ECONOMY

Spain enters new recession with worse to come, says central bank

Confirmation that GDP contracted 0.4 percent in first quarter

European Union validates 8.5-percent deficit figure

The Bank of Spain on Monday confirmed the Spanish economy slipped back into recession for the second time in two years as first-quarter GDP shrank for the second three-month period in a row. The contraction was due to a slump in domestic demand caused by the austerity drive and high unemployment, which depressed consumer spending.

In its latest monthly report on the economy, the central bank estimates that GDP fell 0.4 percent from the last quarter of 2011 when it shrank 0.3 percent. On an annual basis GDP dropped 0.5 percent after growth of 0.3 percent in the period October-December. That was the first annual fall in eight quarters.

As has been the case over the past four years, domestic demand continued to shrink, falling 0.9 percent. Growth in net trade – exports minus imports -- remained positive but slowed to 0.6 percent. “The pattern of contraction of economic activity is marked on the expenditure side by very muted national demand, the impact of which on output is only softened by the greater relative resilience of the external sector,” the bank said.

Private consumption dropped 0.4 percent due to a further deterioration in labor market conditions and the impact of higher personal income tax -- introduced as part of the austerity drive -- on disposable income. The bank estimated employment fell close to four percent year-on-year in the first quarter, with the jobless rate expected to move past 24 percent this year from 22.85 percent at the end of 2011.
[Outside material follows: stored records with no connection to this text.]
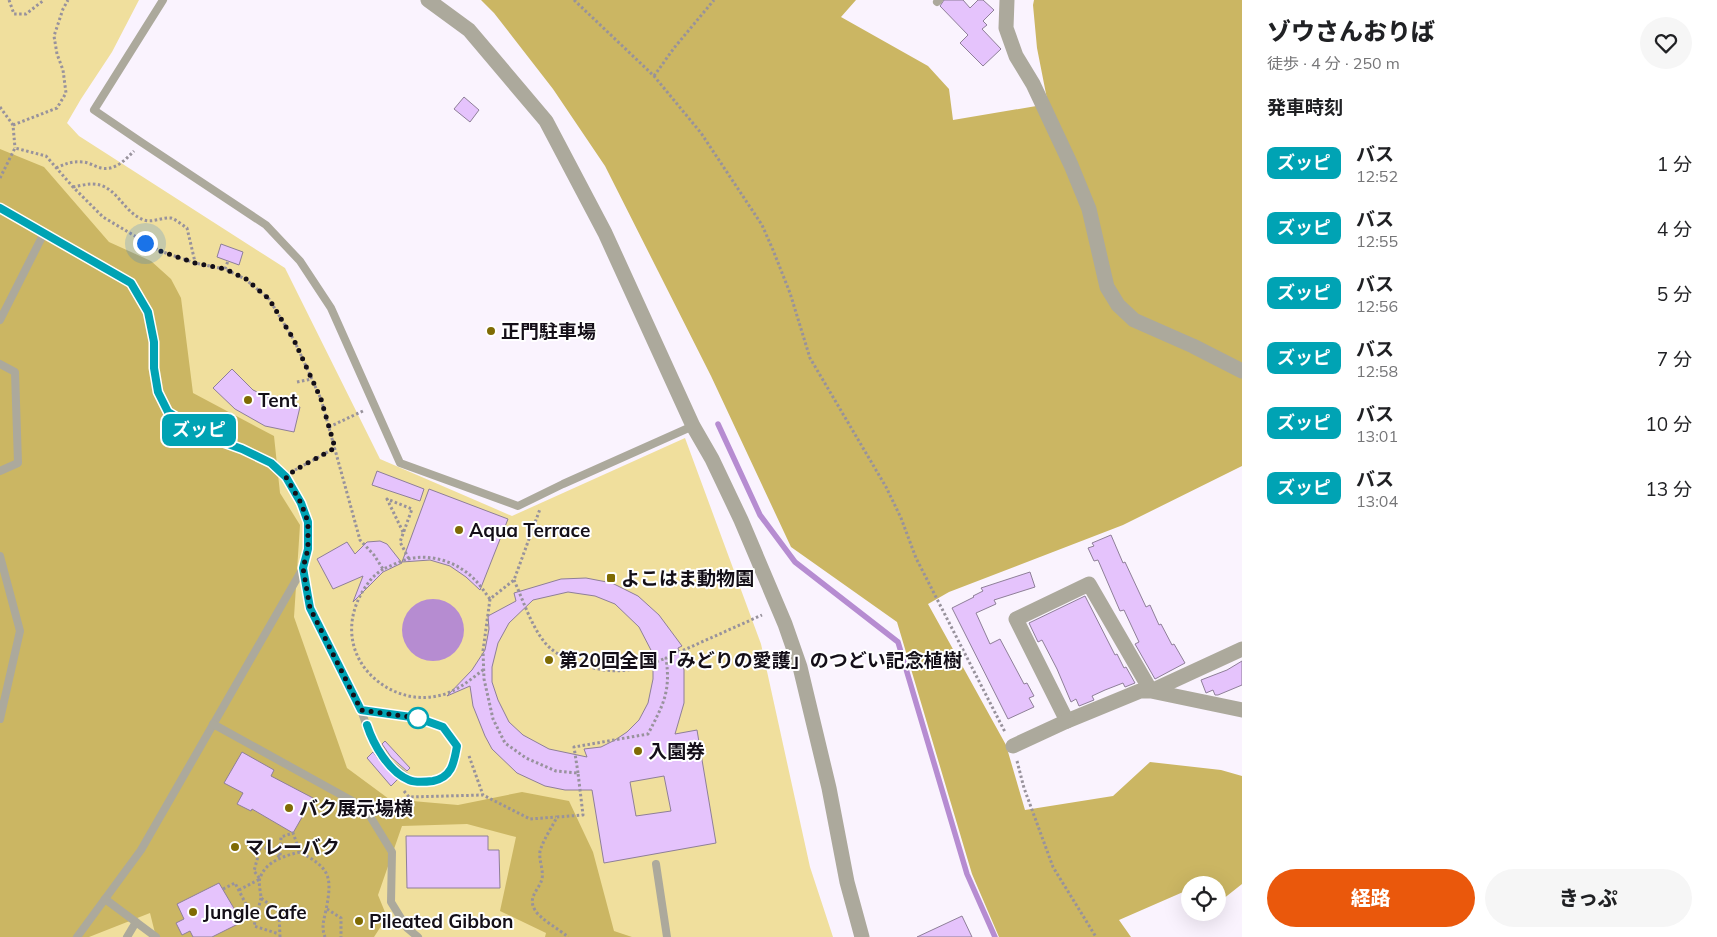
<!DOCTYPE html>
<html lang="ja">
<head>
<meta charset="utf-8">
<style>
	body { margin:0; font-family:Mulish,"Noto Sans JP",sans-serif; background:#f6f6f6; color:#202124; height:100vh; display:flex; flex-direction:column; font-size:19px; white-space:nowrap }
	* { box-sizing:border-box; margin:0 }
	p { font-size:16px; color:#757577 }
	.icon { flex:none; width:28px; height:28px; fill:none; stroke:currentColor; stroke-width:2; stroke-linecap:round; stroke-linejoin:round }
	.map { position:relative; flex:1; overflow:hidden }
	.side { display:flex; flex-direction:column; background:#fff; width:475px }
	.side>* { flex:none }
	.badge { padding:0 10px; border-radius:8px; font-size:18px; line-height:32px }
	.controls { position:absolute; left:1181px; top:876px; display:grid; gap:10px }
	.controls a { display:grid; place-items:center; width:45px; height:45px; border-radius:50%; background:#fff; box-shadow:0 5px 20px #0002; font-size:25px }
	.you { position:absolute; width:25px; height:25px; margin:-12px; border:4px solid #fff; border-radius:50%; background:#1a73e8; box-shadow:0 0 0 8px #1a73e833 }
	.map>.badge { position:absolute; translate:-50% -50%; box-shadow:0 0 0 2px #fff }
	h2 { padding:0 25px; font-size:19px; line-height:45px }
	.round { display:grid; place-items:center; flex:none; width:52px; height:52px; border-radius:26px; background:#f6f6f6 }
	.headline { display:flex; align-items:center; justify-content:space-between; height:85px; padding:0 25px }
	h1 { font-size:24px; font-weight:800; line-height:38px }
	.button { display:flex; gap:10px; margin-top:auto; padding:10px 25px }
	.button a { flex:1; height:58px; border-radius:30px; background:#ea580c; color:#fff; font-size:20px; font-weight:800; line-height:58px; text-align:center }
	.button a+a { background:#f6f6f6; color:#202124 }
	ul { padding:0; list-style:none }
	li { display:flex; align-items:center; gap:15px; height:65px; padding:0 25px }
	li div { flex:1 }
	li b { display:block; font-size:19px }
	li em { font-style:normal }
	li .badge { min-width:55px; font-weight:700; text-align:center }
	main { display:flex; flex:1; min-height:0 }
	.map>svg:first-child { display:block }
</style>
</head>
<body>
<main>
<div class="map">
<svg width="1242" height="937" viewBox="0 0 1242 937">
	<rect width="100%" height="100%" fill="#faf3fe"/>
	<!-- green -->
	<polygon fill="#f0df9d" points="0,0 139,0 112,52 81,99 67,123 79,136 285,268 380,459 512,516 685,438 761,644 810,867 833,937 0,937"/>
	<!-- forest -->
	<g fill="#cbb663">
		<polygon points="481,0 856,0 841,17 928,66 949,89 953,120 1048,104 1037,48 1033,5 1034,0 1242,0 1242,466 1123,525 949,592 928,604 1006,745 1025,810 1113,796 1150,762 1221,770 1242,776 1242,884 1218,903 1218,885 1190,885 1190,889 1119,920 1131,937 999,937 972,874 897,622 791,547 711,376 605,166 553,89 494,13"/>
		<polygon points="0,149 44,167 109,242 151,261 171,279 181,298 193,393 274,436 280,493 300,525 294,617 347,768 389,799 458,805 522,792 569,801 593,852 614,931 632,937 545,937 546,933 500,911 516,837 467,824 402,826 378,895 387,917 374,937 156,937 150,913 89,937 0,937"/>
	</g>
	<!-- water -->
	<circle fill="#b68cd1" cx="433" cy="630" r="31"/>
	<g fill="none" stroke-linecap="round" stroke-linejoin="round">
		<!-- stream -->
		<polyline stroke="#b68cd1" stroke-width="5.5" points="718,424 760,515 795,562 898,642 967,874 995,937"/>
	</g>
	<!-- building -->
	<g fill="#e5c3fc" stroke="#8e7f98" fill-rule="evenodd">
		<polygon points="944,0 963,0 970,8 978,0 983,0 994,10 983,21 987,25 982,29 1001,49 983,66 960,43 968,35 940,6"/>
		<polygon points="464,97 479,110 470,122 454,109"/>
		<polygon points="221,244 243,252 239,265 217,257"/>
		<polygon points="232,369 253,390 270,398 274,402 300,407 294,432 265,426 235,409 213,388"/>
		<polygon points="377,471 424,489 420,501 372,485"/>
		<polygon points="429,489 508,519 480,590 466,577 450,566 430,560 402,562"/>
		<polygon points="1111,535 1123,563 1125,562 1146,607 1150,605 1159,625 1161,624 1172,645 1174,644 1185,663 1155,679 1135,644 1139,642 1124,610 1120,611 1098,560 1094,561 1088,548 1094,546 1092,543"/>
		<polygon points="380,541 387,544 402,563 383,572 353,602 363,576 333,589 317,559 347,542 355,554 367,542"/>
		<polygon points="1030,572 1035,587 994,600 996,604 976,613 990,644 1000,639 1024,684 1027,683 1034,696 1029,698 1034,707 1008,719 952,608 974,597 973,596 983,591 981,588"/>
		<path d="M586,578L612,583L638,596L659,615L682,646L678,648L684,670V703L675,734L697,730L716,843L604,863L592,790H565L545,786L517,773L492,749L485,736L473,706L470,686L447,696L472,670L485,650L489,629L488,616L516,601L514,593L561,579ZM568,592L595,596L615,604L639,627L653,654V679L648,703L639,720L627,732L615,740L601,747L584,749L587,757L549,749L523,735L509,722L498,700L492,682V667L498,643L509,623L533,600ZM664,776L671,811L636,816L630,782Z"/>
		<polygon points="1085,596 1115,655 1117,654 1124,668 1126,667 1135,683 1125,687 1123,683 1105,690 1092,696 1094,700 1079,706 1076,699 1071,702 1057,669 1042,640 1038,642 1029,623"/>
		<polygon points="1242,661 1242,685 1218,695 1215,695 1213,690 1206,693 1201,680 1227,670"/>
		<polygon points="385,741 410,768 407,771 391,757 382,744"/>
		<polygon points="242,752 274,770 271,776 313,798 293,833 252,809 251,811 237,804 243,793 224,783"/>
		<polygon points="373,752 383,765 399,778 391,786 367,758"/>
		<polygon points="406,836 488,836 488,850 499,850 500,888 407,888"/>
		<polygon points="219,883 242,922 212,937 193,937 190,931 182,935 176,923 184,919 177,904"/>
		<polygon points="962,916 972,937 917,937"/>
	</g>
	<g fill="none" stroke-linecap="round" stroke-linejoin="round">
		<!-- path -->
		<g stroke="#98929c" stroke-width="3" stroke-dasharray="2.5 2.5" stroke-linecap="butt">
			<polyline points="9,0 14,14 26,14 44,0"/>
			<polyline points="574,0 654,76 701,133 762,225 773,250 790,293 810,358 886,487 901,518 916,558 1005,732"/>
			<polyline points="654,76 674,48 714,0"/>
			<polyline points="0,107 13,125 15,148"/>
			<polyline points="13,125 57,108 66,93 63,70 57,54 54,36 63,9 68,0"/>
			<path d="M56,168C65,164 72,161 82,162C89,162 95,167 101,168C115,171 125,160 134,151"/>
			<path d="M0,178L15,148L46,156L73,187L103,217L160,251L195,263L225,269L245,279L269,299L294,340L321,399L360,540L374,555L383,569C391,566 400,561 408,559C432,553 460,563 476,581C481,586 485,593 490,599L514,580L540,509"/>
			<path d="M73,187C79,186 86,184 92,184C117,184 122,212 144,220C152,223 162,217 171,218C177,220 182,225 187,228L195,262"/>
			<polyline points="225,269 228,261"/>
			<polyline points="297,382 312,379"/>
			<polyline points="329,427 365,410"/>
			<polyline points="295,470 335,448"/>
			<polyline points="403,532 387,499 412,509 400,542 409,559"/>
			<path d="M383,569C378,573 372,577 369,582C341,618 347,663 386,687C401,696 420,700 437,696C455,693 470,680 483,670"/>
			<path d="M514,580C523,600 534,634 550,648C570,665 608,675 633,669C644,667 656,662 666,658"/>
			<path d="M490,599L483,651L484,679L493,719L505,743L526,758L556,771L578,773L583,815L557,817C552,827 545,837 541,848C537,857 544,869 542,879C539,890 527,897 535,910C540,919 559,929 568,937"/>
			<polyline points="469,756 483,795"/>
			<polyline points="1017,761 1024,788 1053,867 1096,937"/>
			<path d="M578,773L574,747L648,734C663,705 671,692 666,658L762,615"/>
			<polyline points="404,791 409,797 483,795 530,819 556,817"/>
			<polyline points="223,889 235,883 249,910 238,916"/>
			<polyline points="239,890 260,879 254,871 261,845 280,857 281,837 293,833 300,852"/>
			<polyline points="261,898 254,926 279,934"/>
			<polyline points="327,909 341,918 341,937"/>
			<path d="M280,937L279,912L261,898C261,893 258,883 260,878C266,861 284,856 300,852C329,868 333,875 326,910C324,920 321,927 325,937"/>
		</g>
		<!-- service -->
		<g stroke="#aca99c" stroke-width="8">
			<polyline points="163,0 94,110 141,142 266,225 300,261 331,308 400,463 518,506 563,484 693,426"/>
			<polyline points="937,2 939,0"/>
			<polyline points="0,208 131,283 148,312 154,342 154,368 158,392 169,412 187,424 214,439 242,449 271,463 286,477 301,503 308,522 308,549 303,568 141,850 77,937"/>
			<polyline points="0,320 44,233"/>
			<polyline points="0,364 15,372 18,463 0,471"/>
			<polyline points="0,556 20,631 0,719"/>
			<polyline points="303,568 310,608 361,710 372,741 387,761 410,780 424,782 440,779 453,767 457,746 443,727 418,718 361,710"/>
			<polyline points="213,724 365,808 392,852 391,902 407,928 418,937"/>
			<polyline points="656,864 667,937"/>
			<polyline points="105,899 156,937"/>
			<polyline points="127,937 136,922"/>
		</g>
		<!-- minor -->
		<g stroke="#aca99c" stroke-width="15">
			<polyline points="1007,0 1006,28 1016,56 1033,84 1071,165 1089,209 1107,287 1118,305 1134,320 1193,346 1242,371"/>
			<polyline points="1242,649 1151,691 1140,691 1067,721 1016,619 1089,584 1151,691 1242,710"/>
			<polyline points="1013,746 1067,721"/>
		</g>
		<!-- tertiary -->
		<polyline stroke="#aca99c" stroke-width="15" points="428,0 469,30 546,121 605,233 693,426 712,459 741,520 785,624 800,667 829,788 847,882 862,937"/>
	</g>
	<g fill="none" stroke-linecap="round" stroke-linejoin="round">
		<!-- line casing -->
		<g stroke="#fff" stroke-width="11">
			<path id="line" d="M0,208L131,283L148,312L154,342V368L158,392L168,412L187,424L214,439L242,449L271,463L286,477L301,503L308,522V549L303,568L310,608L361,710L418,718L443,727L457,746C454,763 452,777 433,781C425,782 416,783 409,780C389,772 373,744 367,725"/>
		</g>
		<!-- line -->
		<use href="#line" stroke="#00a3b4" stroke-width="8"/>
		<!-- walk -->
		<polyline stroke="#140f18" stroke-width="5" stroke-dasharray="0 9" points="145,243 160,251 195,263 225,269 246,279 269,299 294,340 321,399 335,448 295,470 286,477 301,503 308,522 308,549 303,568 310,608 361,710 418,718"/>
	</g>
	<!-- markers -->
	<g fill="#7f6b04" stroke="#fff" stroke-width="2">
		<circle cx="491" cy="331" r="5"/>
		<circle cx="248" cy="400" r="5"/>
		<circle cx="459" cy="530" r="5"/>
		<rect x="606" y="573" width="10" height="10" rx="2.5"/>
		<circle cx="549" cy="660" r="5"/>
		<circle cx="638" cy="751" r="5"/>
		<circle cx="289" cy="808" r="5"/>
		<circle cx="235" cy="847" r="5"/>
		<circle cx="193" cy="912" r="5"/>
		<circle cx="359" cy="921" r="5"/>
	</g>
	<circle fill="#fff" stroke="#00a3b4" stroke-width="2.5" cx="418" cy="718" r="10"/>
	<g text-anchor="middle" stroke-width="4" stroke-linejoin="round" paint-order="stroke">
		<!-- poi labels -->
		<g font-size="19" font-weight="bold" fill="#140f18" stroke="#fff" text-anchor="start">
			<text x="501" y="338">正門駐車場</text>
			<text x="258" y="407">Tent</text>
			<text x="469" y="537">Aqua Terrace</text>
			<text x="621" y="585">よこはま動物園</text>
			<text x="559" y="667">第20回全国「みどりの愛護」のつどい記念植樹</text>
			<text x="648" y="758">入園券</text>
			<text x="299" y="815">バク展示場横</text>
			<text x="245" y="854">マレーバク</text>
			<text x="203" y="919">Jungle Cafe</text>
			<text x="369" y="928">Pileated Gibbon</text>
		</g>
	</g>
</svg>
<div class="controls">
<a><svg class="icon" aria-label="locate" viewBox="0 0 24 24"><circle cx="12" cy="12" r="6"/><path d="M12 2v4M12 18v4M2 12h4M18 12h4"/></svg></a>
</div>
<div class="you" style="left:145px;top:243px"></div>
<b class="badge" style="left:199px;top:430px;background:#00a3b4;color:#fff">ズッピ</b>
</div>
<section class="side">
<div class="headline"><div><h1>ゾウさんおりば</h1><p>徒歩 · 4 分 · 250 m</p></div><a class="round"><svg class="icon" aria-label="heart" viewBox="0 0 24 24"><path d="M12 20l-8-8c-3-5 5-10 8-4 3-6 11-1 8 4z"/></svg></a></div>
<h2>発車時刻</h2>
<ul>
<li><span class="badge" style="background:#00a3b4;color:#fff">ズッピ</span><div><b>バス</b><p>12:52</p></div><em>1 分</em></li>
<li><span class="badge" style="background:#00a3b4;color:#fff">ズッピ</span><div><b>バス</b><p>12:55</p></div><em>4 分</em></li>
<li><span class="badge" style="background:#00a3b4;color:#fff">ズッピ</span><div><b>バス</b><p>12:56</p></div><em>5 分</em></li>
<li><span class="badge" style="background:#00a3b4;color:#fff">ズッピ</span><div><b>バス</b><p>12:58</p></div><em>7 分</em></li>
<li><span class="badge" style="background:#00a3b4;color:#fff">ズッピ</span><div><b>バス</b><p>13:01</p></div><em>10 分</em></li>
<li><span class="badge" style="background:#00a3b4;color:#fff">ズッピ</span><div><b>バス</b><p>13:04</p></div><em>13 分</em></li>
</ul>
<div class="button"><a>経路</a><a>きっぷ</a></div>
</section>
</main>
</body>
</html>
The report indicated the slowdown is likely to become more accentuated. “Developments in the Spanish economy over the coming quarters will be subject to uncertainty and to downside risks associated with the possible ups and down of the sovereign debt crisis,” the bank said.

The government forecasts GDP will shrink 1.7 percent this year after contracting 3.7 percent in 2009.”Spain’s officially in recession and will continue to contract more sharply over the coming quarters,” Bloomberg quoted Ben May, an economist at Capital Economic in London as saying. “The labor market downturn shows no signs of easing.”

The recent rise in Spain’s risk premium reflects growing concerns about the government’s ability to trim the country’s deficit from 8.5 percent of GDP last year to 5.3 percent during a recession. The target for 2011 was six percent of GDP. After suggestions the government may have inflated last year’s data, the European Union’s statistics office Eurostat on Monday validated the 8.5-percent figure.

“I don't think we should have any doubt about the reliability of the Spanish statistical office and of the commitment of the Spanish authorities to provide clarity," European Commission spokesman Amadeu Altafaj told a regular news briefing in Brussels.

"On the contrary [...], we have very fluid and regular exchange with the Spanish authorities, in order to clarify the current fiscal positions but also the fiscal consolidation path. So we have no concerns, no doubts, in this respect."

The stock market is compounding a dark day for the Spanish economy, the Ibex 35 index having fallen by as much as 3.25 percent after the first hour of trading this morning before stabilizing somewhat at 6,843.10 points at 2pm, a fall of 2.81 percent on Friday’s close.